■ EXERCISE DETAILS: Transcribe the whole listing exactly, but do not carry over its pictures.

■ DATA BELOW:
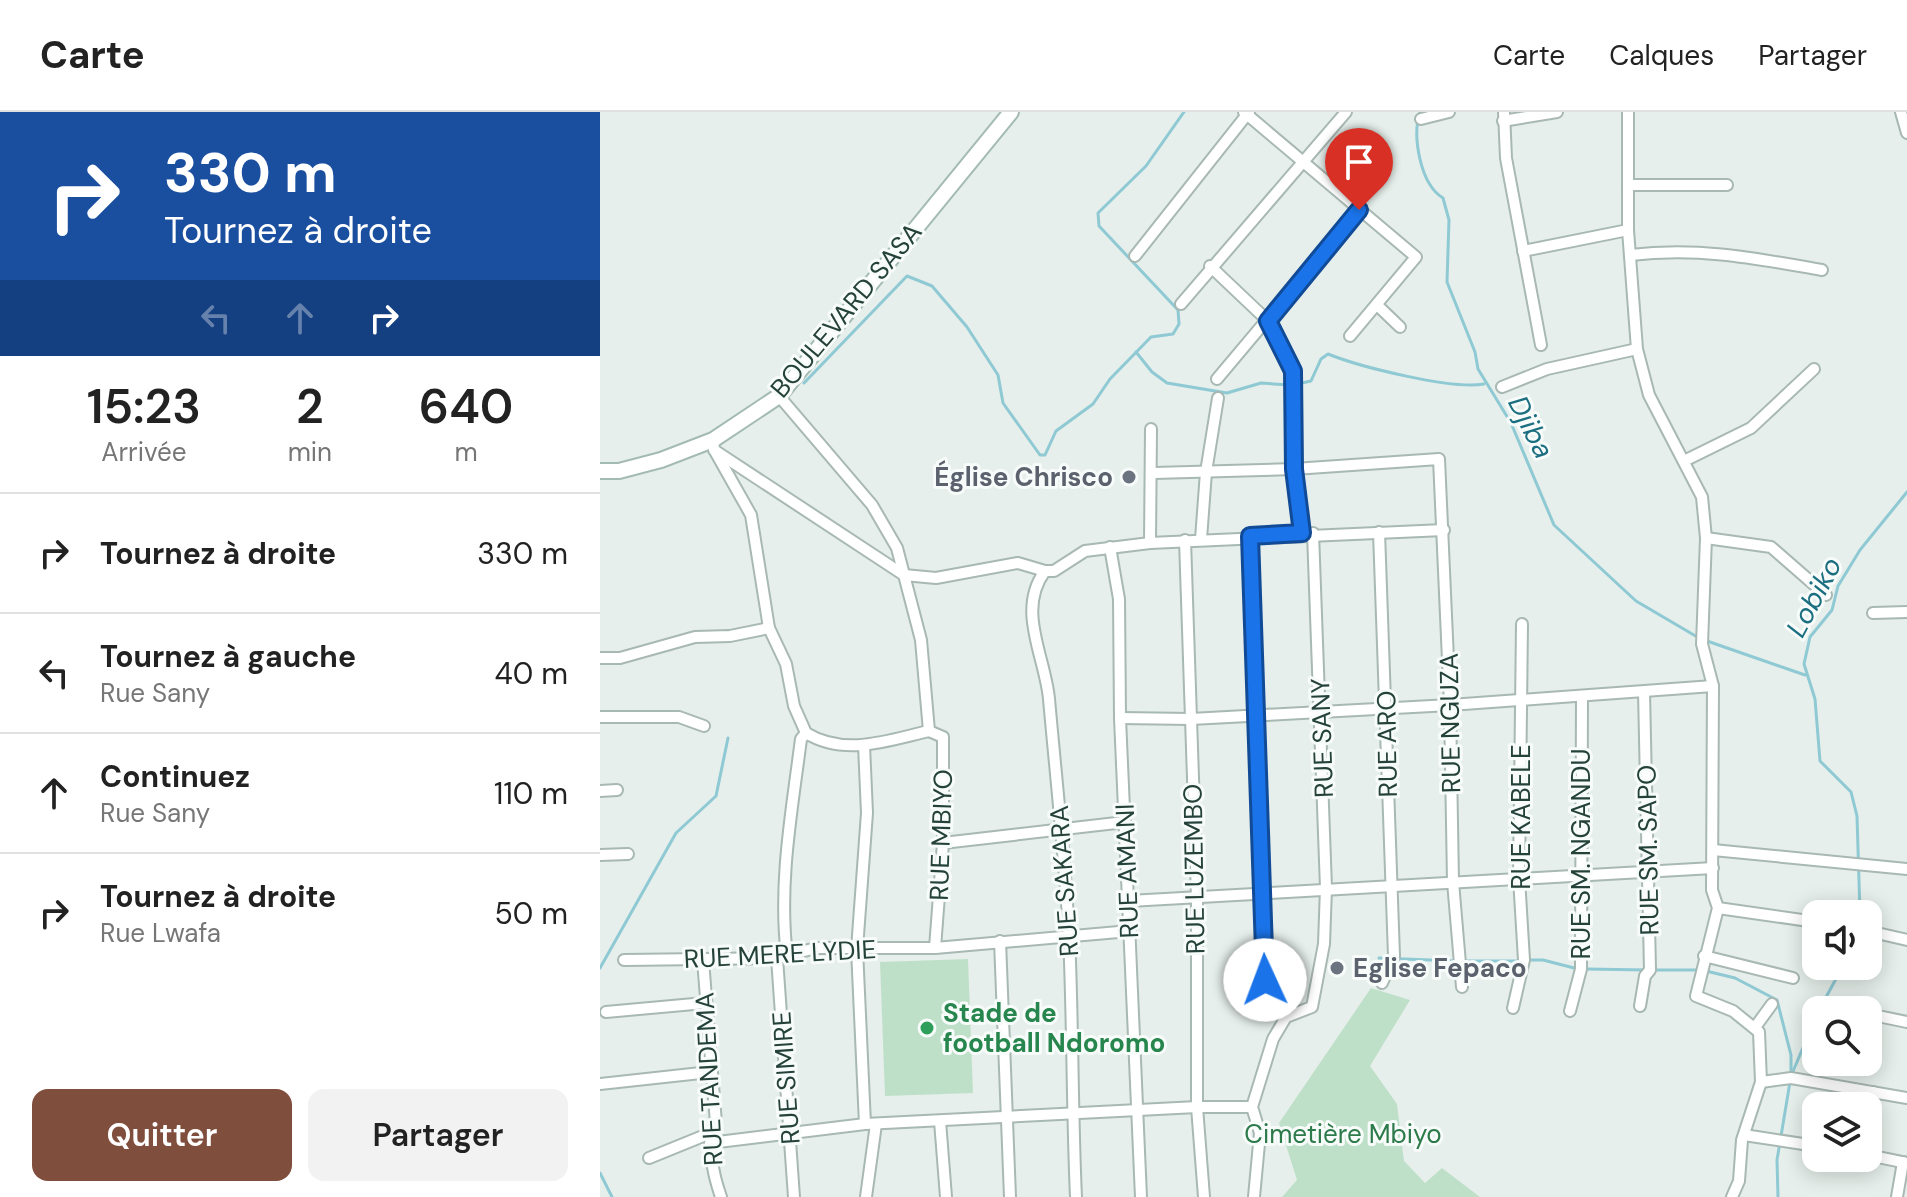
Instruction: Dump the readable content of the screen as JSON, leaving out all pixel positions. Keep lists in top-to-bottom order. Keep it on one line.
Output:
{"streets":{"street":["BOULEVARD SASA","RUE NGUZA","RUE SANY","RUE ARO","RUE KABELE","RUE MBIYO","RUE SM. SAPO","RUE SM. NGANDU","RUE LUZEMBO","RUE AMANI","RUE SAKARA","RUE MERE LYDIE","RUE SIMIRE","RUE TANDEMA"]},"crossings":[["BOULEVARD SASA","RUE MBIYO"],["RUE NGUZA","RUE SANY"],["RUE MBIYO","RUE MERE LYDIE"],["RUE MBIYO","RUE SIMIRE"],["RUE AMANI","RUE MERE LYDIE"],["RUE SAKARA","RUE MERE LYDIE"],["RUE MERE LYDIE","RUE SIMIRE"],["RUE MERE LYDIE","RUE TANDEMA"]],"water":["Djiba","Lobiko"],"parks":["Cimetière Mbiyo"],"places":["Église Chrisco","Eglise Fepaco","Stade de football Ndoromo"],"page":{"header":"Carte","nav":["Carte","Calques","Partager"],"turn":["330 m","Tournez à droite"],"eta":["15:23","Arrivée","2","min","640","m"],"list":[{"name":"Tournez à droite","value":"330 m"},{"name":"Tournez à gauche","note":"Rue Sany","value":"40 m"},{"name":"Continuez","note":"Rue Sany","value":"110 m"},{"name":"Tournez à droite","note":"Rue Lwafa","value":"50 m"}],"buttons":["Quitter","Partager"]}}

■ FINISHED TASK:
Instruction: Dump the readable content of the screen as JSON, leaving out all pixel positions. Keep lists in top-to-bottom order. Keep it on one line.
Output:
{"streets":{"street":["BOULEVARD SASA","RUE NGUZA","RUE SANY","RUE ARO","RUE KABELE","RUE MBIYO","RUE SM. SAPO","RUE SM. NGANDU","RUE LUZEMBO","RUE AMANI","RUE SAKARA","RUE MERE LYDIE","RUE SIMIRE","RUE TANDEMA"]},"crossings":[["BOULEVARD SASA","RUE MBIYO"],["RUE NGUZA","RUE SANY"],["RUE MBIYO","RUE MERE LYDIE"],["RUE MBIYO","RUE SIMIRE"],["RUE AMANI","RUE MERE LYDIE"],["RUE SAKARA","RUE MERE LYDIE"],["RUE MERE LYDIE","RUE SIMIRE"],["RUE MERE LYDIE","RUE TANDEMA"]],"water":["Djiba","Lobiko"],"parks":["Cimetière Mbiyo"],"places":["Église Chrisco","Eglise Fepaco","Stade de football Ndoromo"],"page":{"header":"Carte","nav":["Carte","Calques","Partager"],"turn":["330 m","Tournez à droite"],"eta":["15:23","Arrivée","2","min","640","m"],"list":[{"name":"Tournez à droite","value":"330 m"},{"name":"Tournez à gauche","note":"Rue Sany","value":"40 m"},{"name":"Continuez","note":"Rue Sany","value":"110 m"},{"name":"Tournez à droite","note":"Rue Lwafa","value":"50 m"}],"buttons":["Quitter","Partager"]}}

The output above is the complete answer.